The film score and soundtrack album are composed by Kamal Sabran and the Space Gambus Experiment.
There is also separate soundtrack done strictly for promotional purposes called 'JAGAT Naan Nalla Paiyen'.

| No. | Title | Length |
|---|---|---|
| 1. | "Intro" |  |
| 2. | "Set your life on fire-Seek those who fan your flames" |  |
| 3. | "Fear is the path to darkside" |  |
| 4. | "The cure for pain is in the pain" |  |
| 5. | "The wound is the place where the Light enters you" |  |
| 6. | "I have thunder hidden inside" |  |
| 7. | "The gates made of light swing open" |  |
| 8. | "Those who love fire fall in the fire" |  |
| 9. | "Soul within soul" |  |
| 10. | "Every end is a new beginning" |  |
| 11. | "Jagat Theme Music remix by Eric Hausman" |  |

| No. | Title | Lyrics | Singer(s) | Length |
|---|---|---|---|---|
| 1. | "JAGAT Naan Nalla Paiyen (Jagat The Movie Promo Song)" | Coco Nantha | Lawrence Soosai | 3:37 |
| Total length: |  |  |  | 3:37 |

== Reception ==
The film was released on 17 December 2015 and is considered to be one of the best Tamil language movies to be made in Malaysia.
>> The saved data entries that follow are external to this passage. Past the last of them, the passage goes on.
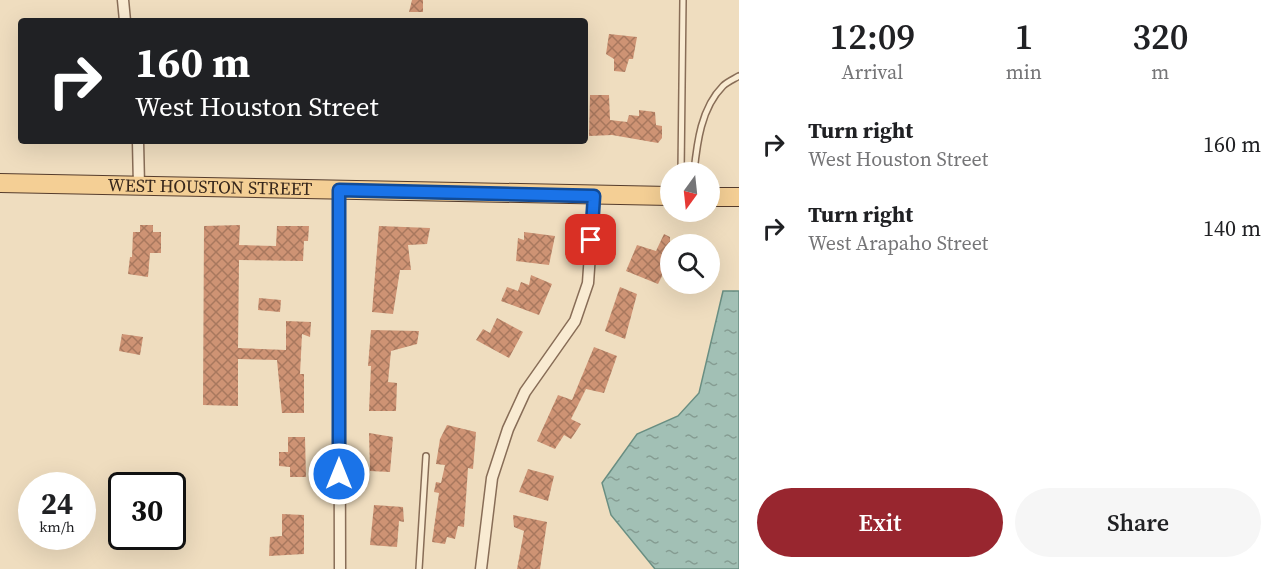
<!DOCTYPE html>
<html lang="en">
<head>
<meta charset="utf-8">
<style>
	:root { --surface:#fff; --page:#f6f6f6; --text:#202124; --muted:#757577; --accent:#98262f }
	body { margin:0; font-family:"Source Serif 4",serif; background:var(--page); color:var(--text); height:100vh; display:flex; flex-direction:column; font-size:22px; white-space:nowrap }
	* { box-sizing:border-box; margin:0 }
	p { font-size:20px; color:var(--muted) }
	.icon { flex:none; width:33px; height:33px; fill:none; stroke:currentColor; stroke-width:2; stroke-linecap:round; stroke-linejoin:round }
	.map { position:relative; flex:1; overflow:hidden }
	.sheet { display:flex; flex-direction:column; background:var(--surface); width:540px }
	.sheet>* { flex:none }
	.guide { position:absolute; left:18px; top:18px; width:570px; height:126px; border-radius:6px; box-shadow:0 6px 24px #0002; background:#202124; color:#fff; overflow:hidden }
	.needle { width:39px; rotate:195deg }
	.buttons { position:absolute; left:660px; top:162px; display:grid; gap:12px }
	.buttons a { display:grid; place-items:center; width:60px; height:60px; border-radius:50%; background:var(--surface); box-shadow:0 6px 24px #0002; font-size:30px }
	.speed { position:absolute; left:18px; top:472px; display:flex; gap:12px; font-size:30px; font-weight:700; text-align:center }
	.speed>* { display:grid; place-content:center; width:78px; height:78px; border-radius:50%; background:var(--surface); box-shadow:0 6px 24px #0002; line-height:1 }
	.speed small { font-size:15px; font-weight:400 }
	.speed .limit { border:3px solid #111; border-radius:9px; background:#fff; color:#111 }
	.pin { position:absolute; display:grid; place-items:center; width:51px; height:51px; color:#fff; margin:-26px; border-radius:12px; box-shadow:0 3px 9px #0006 }
	.me { position:absolute; width:66px; margin:-33px; rotate:0deg; stroke-linejoin:round; filter:drop-shadow(0 0 4px #0008) }
	.turn { display:flex; align-items:center; gap:21px; height:126px; padding:0 18px; font-size:27px }
	.turn .icon { width:78px; height:78px; stroke-width:2.5 }
	.turn b { display:block; font-size:42px; line-height:51px }
	.eta { display:flex; justify-content:space-evenly; align-items:center; height:102px; text-align:center }
	.eta b { font-size:36px; font-weight:600; line-height:42px }
	.button { display:flex; gap:12px; margin-top:auto; padding:12px 18px }
	.button a { flex:1; height:69px; border-radius:36px; background:var(--accent); color:#fff; font-size:24px; font-weight:600; line-height:69px; text-align:center }
	.button a+a { background:var(--page); color:var(--text) }
	ul { padding:0; list-style:none }
	li { display:flex; align-items:center; gap:18px; height:84px; padding:0 18px }
	li div { flex:1 }
	li b { display:block; font-size:22px }
	li em { font-style:normal }
	main { display:flex; flex:1; min-height:0 }
	.map>svg:first-child { display:block }
</style>
</head>
<body>
<main>
<div class="map">
<svg width="739" height="569" viewBox="0 0 739 569">
	<defs>
		<pattern id="water-ripples" width="26" height="14" patternUnits="userSpaceOnUse" patternTransform="scale(1.5)"><rect width="26" height="14" fill="#a2c0b5"/><path d="M2 4q2-2 4 0t4 0M15 11q2-2 4 0t4 0" fill="none" stroke="#859c92"/></pattern>
		<pattern id="building-cross-hatch" width="8" height="8" patternUnits="userSpaceOnUse" patternTransform="scale(1.5)"><rect width="8" height="8" fill="#ce9374"/><path d="M0 0l8 8M0 8l8-8" fill="none" stroke="#a8785e"/></pattern>
	</defs>
	<rect width="100%" height="100%" fill="#efddbf"/>
	<path fill="url(#water-ripples)" stroke="#698e82" stroke-width="1.5" d="M723,291H739V569H655L611,515L602,483L637,434L678,416L699,393Z"/>
	<path fill="url(#building-cross-hatch)" d="M412,0H423V12H409Z
		M609,34L637,37L633,59H629L625,72L614,71V59L606,54Z
		M590,95H609L610,120L627,122L629,115L639,116V110L655,112L656,125L662,126V138L658,143L612,135L589,136Z
		M140,225H153V232H161V253H150L148,277L128,274L130,257H132L133,232H140Z
		M240,225L239,245L276,246L277,226H309L308,241H304L303,261L239,260L238,348L286,350V321L311,322L310,337L302,334L300,374H304V413H282L277,360L238,359V406L203,405L204,226Z
		M379,226L430,228L427,244L408,245L411,270H400L393,314L372,312Z
		M524,232L555,236L549,265L516,261L518,238L524,240Z
		M664,234L670,237V265L668,264L658,284L626,271L637,245L656,251Z
		M531,275L552,284L539,315L501,301L507,287L518,291L521,282L529,285Z
		M620,287L637,294L625,339L605,331Z
		M259,298L281,300L280,312L258,310Z
		M497,318L523,332L509,358L476,340L483,329L490,333Z
		M371,330L419,331L417,344L391,351L388,382L397,383L396,411H369L371,366H368Z
		M122,334L143,337L140,355L119,351Z
		M594,347L617,356L604,393L586,389L571,419L581,424L571,439L564,435L555,449L537,441L558,395L572,400Z
		M447,425L476,432L473,469L468,468L464,527L458,526L455,539L447,537L445,544L432,542L439,493L434,492L436,482L441,483L445,465L436,464L440,439Z
		M369,433L393,437L390,472L370,471Z
		M288,437H305L306,477H290V467L279,466V452H288Z
		M528,469L554,476L548,501L519,492Z
		M374,505L403,507L404,522L399,521L397,547L370,545Z
		M282,514L304,515V554L269,556L270,537L282,536Z
		M513,515L547,522L540,569H517L524,531L514,527Z"/>
	<g fill="none" stroke-linecap="round" stroke-linejoin="round">
		<g stroke="#886d57" stroke-width="8">
			<path id="lane" d="M681,172L683,0
				M694,172C697,143 701,108 723,86C727,82 734,79 739,76
				M419,569L426,456"/>
		</g>
		<g stroke="#886d57" stroke-width="13">
			<path id="street" d="M123,0L125,21
				M138,141L139,186
				M339,190L340,569
				M481,569L492,478L508,429L525,392L575,321L588,283L594,196"/>
		</g>
		<g stroke="#553c2c" stroke-width="20">
			<g id="primary">
				<path id="s1" d="M0,183L670,196"/>
				<path d="M710,197H739"/>
			</g>
		</g>
		<use href="#lane" stroke="#f9ebd2" stroke-width="5"/>
		<use href="#street" stroke="#f9ebd2" stroke-width="10"/>
		<use href="#primary" stroke="#f4cf95" stroke-width="18"/>
	</g>
	<g fill="none" stroke-linecap="round" stroke-linejoin="round">
		<g stroke="#114b97" stroke-width="15">
			<path id="route" d="M339,474V190L594,196L591,240"/>
		</g>
		<use href="#route" stroke="#1a73e8" stroke-width="10"/>
	</g>
	<g text-anchor="middle" stroke-width="6" stroke-linejoin="round" paint-order="stroke">
		<g font-size="18" fill="#37271c" stroke="#f6e8cf">
			<text dy="6" stroke="none"><textPath href="#s1" startOffset="210">WEST HOUSTON STREET</textPath></text>
		</g>
	</g>
</svg>
<div class="buttons">
<a><svg class="needle" viewBox="-14 -14 28 28"><path d="M0-13l5 13h-10z" fill="#e53935"/><path d="M0 13l5-13h-10z" fill="#757577"/></svg></a>
<a><svg class="icon" aria-label="search" viewBox="0 0 24 24"><circle cx="10" cy="10" r="6"/><path d="M15 15l6 6"/></svg></a>
</div>
<div class="speed"><div>24<small>km/h</small></div><div class="limit">30</div></div>
<div class="pin" style="left:591px;top:240px;background:#d93025"><svg class="icon" aria-label="arrive" viewBox="0 0 24 24"><path d="M6 21V4h12l-3 4 3 4H6"/></svg></div>
<svg class="me" style="left:339px;top:474px" viewBox="-20 -20 40 40"><circle r="17" fill="#1a73e8" stroke="#fff" stroke-width="3"/><path d="M0-11L8 9 0 5-8 9z" fill="#fff"/></svg>
<div class="guide">
<div class="turn"><svg class="icon" aria-label="right" viewBox="0 0 24 24"><path d="M7 20v-9h11M14 6l5 5-5 5"/></svg><div><b>160 m</b>West Houston Street</div></div>
</div>
</div>
<section class="sheet">
<div class="eta">
<div><b>12:09</b><p>Arrival</p></div>
<div><b>1</b><p>min</p></div>
<div><b>320</b><p>m</p></div>
</div>
<ul>
<li><svg class="icon" aria-label="right" viewBox="0 0 24 24"><path d="M7 20v-9h11M14 6l5 5-5 5"/></svg><div><b>Turn right</b><p>West Houston Street</p></div><em>160 m</em></li>
<li><svg class="icon" aria-label="right" viewBox="0 0 24 24"><path d="M7 20v-9h11M14 6l5 5-5 5"/></svg><div><b>Turn right</b><p>West Arapaho Street</p></div><em>140 m</em></li>
</ul>
<div class="button"><a>Exit</a><a>Share</a></div>
</section>
</main>
</body>
</html>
The film managed to gross a moderate collection in box office despite facing intense competition from blockbuster movies like Star Wars: The Force Awakens and Pasanga 2. It was also the first Tamil-language local movie to screen in cinemas for eight weeks running.

The film available for the international audience through Netflix platform starting from April 2019.

==Accolades==

| Award | Category | Result |
| 28th Malaysia Film Festival | Best Picture | Won |
| Best Director | Won |
| Best Editor | Nominated |
| Best Screenplay | Nominated |
| 2016 Kuala Lumpur Film Critics Award | Best Film | Won |
| Best Director | Won |
| Best Male Actor | Won |
| Best Cinematography | Won |
| Best Screenplay | Won |

==Controversies==
===Disqualification in the 28th Malaysia Film Festival===
Jagat became a subject of public outrage when it became one of the high-profile films to be disqualified from the Best Film shortlist in the 28th Malaysia Film Festival and lumped in the controversial Non-Bahasa Malaysia categories by the award organisers National Film Development Corporation (FINAS) and Film Producers Association Malaysia (PFM), because it contained less than 70% Bahasa Malaysia dialogue.
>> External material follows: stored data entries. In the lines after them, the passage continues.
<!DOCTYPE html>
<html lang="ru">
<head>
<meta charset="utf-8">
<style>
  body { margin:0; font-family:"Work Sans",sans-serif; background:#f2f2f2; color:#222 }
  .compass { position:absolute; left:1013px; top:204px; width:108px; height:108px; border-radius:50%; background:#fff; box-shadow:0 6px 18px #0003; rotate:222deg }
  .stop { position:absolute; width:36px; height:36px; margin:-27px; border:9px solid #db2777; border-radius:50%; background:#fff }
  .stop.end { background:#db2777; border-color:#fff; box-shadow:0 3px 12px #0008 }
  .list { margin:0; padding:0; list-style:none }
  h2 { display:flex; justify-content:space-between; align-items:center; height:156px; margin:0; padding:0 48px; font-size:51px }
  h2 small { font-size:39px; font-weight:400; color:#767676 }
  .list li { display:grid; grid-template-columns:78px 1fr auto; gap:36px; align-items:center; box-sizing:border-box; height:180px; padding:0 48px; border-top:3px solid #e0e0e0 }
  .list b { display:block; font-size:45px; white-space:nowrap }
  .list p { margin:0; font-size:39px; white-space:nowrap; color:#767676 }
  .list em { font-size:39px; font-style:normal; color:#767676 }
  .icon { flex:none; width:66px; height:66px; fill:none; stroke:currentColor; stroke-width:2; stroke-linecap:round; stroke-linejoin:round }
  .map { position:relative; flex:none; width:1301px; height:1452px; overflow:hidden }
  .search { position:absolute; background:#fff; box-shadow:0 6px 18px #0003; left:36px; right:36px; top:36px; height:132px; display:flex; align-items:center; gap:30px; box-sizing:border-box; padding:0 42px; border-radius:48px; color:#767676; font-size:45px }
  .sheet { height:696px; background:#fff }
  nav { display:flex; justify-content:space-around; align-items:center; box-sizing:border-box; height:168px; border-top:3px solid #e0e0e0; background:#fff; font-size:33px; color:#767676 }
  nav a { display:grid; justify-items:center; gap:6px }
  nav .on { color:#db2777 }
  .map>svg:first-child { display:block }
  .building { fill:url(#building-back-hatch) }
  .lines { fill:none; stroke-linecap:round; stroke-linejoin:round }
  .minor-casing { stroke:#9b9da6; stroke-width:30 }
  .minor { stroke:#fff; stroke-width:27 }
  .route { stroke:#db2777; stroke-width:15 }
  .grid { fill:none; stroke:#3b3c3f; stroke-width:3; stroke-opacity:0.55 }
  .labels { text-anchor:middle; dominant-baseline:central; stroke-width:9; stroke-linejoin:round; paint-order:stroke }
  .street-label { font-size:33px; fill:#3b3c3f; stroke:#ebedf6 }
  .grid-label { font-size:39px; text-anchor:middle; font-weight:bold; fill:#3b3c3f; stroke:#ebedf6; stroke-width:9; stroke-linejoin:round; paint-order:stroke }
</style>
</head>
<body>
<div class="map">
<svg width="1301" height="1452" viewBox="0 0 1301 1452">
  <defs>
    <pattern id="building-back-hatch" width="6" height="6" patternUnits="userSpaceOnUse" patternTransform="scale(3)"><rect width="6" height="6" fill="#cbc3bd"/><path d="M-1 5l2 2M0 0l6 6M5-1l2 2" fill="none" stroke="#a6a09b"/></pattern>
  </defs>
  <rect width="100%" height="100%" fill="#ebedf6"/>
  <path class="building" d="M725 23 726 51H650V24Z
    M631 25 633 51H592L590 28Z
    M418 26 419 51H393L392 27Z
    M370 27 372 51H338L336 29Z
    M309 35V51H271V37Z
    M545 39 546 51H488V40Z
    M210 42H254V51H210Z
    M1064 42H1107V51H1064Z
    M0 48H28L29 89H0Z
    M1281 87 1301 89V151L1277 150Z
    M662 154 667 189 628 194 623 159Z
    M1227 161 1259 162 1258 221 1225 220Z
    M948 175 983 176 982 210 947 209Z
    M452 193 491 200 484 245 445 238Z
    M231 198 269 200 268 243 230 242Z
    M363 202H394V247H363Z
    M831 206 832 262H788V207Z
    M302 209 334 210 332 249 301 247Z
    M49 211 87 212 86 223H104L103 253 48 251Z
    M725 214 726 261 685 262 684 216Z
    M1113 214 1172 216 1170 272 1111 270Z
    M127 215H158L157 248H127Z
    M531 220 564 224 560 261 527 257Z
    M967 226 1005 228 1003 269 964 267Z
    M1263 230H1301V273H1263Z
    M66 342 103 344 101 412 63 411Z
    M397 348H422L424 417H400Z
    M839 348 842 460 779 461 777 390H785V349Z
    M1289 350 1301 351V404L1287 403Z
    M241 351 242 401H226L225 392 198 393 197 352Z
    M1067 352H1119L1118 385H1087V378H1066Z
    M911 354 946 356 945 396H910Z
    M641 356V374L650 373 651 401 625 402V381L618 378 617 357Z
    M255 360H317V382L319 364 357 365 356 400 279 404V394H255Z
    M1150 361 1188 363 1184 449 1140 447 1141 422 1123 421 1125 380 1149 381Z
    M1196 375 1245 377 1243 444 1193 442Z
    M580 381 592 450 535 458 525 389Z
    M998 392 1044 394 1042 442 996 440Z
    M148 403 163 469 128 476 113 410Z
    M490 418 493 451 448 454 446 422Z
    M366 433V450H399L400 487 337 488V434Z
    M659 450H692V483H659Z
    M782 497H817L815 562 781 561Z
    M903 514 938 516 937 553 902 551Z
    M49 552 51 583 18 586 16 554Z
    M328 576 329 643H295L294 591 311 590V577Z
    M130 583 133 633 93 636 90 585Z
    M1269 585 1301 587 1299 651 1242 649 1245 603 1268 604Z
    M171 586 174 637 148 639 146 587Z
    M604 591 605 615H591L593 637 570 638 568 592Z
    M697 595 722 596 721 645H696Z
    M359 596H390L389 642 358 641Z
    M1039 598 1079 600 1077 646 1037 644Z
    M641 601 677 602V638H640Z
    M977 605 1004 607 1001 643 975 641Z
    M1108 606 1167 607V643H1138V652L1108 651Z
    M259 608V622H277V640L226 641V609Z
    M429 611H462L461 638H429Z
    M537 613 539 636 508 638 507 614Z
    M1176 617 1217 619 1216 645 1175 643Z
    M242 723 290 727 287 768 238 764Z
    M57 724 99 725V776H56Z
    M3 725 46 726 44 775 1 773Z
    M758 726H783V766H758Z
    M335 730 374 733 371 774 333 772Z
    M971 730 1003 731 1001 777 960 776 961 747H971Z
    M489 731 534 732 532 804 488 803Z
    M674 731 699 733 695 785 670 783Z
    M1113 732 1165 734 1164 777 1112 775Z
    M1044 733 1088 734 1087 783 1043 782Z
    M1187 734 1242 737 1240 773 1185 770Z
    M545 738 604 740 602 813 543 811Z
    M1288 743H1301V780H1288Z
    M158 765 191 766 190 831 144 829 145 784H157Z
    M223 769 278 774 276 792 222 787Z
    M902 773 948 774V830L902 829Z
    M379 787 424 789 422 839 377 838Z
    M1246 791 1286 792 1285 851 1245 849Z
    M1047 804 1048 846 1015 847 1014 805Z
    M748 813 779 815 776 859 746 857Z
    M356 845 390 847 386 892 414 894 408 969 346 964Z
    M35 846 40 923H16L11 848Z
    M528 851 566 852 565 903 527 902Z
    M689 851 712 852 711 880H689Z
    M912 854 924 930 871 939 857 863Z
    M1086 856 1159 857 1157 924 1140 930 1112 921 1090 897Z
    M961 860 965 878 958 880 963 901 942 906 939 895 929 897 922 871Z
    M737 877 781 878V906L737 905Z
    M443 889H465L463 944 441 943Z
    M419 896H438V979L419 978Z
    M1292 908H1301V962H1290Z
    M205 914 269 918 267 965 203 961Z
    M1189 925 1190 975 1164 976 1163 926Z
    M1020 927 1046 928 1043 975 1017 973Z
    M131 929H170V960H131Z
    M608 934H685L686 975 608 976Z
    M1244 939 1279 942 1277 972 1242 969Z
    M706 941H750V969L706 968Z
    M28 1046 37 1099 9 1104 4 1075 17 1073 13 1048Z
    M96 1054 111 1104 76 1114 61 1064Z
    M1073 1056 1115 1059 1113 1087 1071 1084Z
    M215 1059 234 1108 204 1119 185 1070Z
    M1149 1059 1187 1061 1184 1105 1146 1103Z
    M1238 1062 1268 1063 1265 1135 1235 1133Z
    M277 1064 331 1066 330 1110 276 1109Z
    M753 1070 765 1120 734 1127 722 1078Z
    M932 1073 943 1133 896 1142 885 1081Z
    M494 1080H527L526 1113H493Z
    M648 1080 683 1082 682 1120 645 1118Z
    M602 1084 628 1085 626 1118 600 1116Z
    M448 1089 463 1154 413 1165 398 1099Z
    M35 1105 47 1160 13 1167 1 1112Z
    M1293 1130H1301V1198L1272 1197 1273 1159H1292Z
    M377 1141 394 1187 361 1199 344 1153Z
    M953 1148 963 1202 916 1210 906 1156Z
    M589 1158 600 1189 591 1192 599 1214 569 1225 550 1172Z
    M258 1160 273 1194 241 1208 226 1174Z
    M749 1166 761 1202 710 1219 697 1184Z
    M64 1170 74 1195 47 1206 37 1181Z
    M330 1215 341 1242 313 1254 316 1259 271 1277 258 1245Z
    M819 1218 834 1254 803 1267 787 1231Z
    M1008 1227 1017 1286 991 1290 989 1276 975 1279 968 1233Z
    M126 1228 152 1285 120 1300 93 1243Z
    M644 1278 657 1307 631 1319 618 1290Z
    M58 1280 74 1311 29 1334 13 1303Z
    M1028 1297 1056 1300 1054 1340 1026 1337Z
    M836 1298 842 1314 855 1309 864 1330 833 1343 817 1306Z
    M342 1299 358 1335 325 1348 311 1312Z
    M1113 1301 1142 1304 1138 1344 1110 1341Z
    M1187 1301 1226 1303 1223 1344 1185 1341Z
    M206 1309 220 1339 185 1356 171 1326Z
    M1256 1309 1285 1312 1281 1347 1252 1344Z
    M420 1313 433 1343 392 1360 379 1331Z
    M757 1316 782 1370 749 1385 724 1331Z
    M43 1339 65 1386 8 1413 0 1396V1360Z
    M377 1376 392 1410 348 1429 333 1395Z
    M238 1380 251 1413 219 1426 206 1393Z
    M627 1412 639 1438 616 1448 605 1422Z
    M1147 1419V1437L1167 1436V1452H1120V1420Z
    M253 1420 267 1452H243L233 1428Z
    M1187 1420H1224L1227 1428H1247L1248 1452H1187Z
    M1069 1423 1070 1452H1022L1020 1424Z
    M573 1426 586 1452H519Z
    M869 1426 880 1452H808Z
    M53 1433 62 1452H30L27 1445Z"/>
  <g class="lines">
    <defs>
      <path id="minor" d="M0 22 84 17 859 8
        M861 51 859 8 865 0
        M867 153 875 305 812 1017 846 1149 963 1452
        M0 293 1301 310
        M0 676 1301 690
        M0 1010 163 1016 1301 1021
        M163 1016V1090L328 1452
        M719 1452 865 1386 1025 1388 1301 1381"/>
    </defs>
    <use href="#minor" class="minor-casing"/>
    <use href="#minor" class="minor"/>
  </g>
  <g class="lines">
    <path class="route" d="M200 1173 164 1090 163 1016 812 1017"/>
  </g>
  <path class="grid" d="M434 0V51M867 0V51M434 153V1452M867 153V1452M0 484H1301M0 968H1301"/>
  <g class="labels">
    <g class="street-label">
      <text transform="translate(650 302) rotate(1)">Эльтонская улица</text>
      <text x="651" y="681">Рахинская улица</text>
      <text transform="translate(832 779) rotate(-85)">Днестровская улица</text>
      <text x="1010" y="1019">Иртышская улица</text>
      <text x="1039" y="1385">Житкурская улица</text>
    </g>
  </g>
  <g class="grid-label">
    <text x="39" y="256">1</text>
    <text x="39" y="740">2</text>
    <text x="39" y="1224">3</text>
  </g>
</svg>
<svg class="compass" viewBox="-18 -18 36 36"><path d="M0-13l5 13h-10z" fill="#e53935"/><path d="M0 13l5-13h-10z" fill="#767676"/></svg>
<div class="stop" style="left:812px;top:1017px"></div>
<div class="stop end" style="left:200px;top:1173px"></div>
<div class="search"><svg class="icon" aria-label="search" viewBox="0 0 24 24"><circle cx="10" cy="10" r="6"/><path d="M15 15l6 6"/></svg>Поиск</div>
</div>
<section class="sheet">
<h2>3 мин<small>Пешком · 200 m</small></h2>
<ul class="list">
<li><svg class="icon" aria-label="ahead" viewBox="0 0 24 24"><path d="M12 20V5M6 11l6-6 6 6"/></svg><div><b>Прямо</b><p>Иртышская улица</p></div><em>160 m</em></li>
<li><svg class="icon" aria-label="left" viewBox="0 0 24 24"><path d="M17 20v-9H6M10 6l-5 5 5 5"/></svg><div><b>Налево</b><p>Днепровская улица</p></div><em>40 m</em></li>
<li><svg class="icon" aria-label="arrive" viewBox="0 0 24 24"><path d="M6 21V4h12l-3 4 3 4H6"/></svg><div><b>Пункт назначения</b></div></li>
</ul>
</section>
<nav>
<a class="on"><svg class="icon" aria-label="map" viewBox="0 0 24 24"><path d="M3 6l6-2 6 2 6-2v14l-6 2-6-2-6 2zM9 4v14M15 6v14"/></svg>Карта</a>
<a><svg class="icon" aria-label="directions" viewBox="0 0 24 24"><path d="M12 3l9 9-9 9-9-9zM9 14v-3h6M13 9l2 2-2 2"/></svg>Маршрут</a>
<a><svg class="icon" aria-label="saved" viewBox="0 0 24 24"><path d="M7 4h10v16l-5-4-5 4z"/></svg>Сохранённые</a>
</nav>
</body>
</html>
The action was deemed to be a "racist" move, as claimed by the president of the Selangor and Kuala Lumpur Screenwriters Association (PENULIS), Alfie Palermo. Filmmaker Afdlin Shauki announced on his Facebook page of his boycott to express his dissatisfaction, which was supported by CIMB Group chairman Nazir Razak and Air Asia CEO Tony Fernandes. One participating cinematographer, Mohd Noor Kassim, also followed suit; withdrawing his nominations in the occasion and returned two FFM trophies he won in previous editions to FINAS director Kamil Othman during a forum held by the agency in Kuala Lumpur. There had also been calls from both within and out of the film industry to boycott the award ceremony. The assistant-general secretary of the Film Directors’ Association of Malaysia (FDAM) Hafiz Ibrahim resigned in protest of the unfair segregation.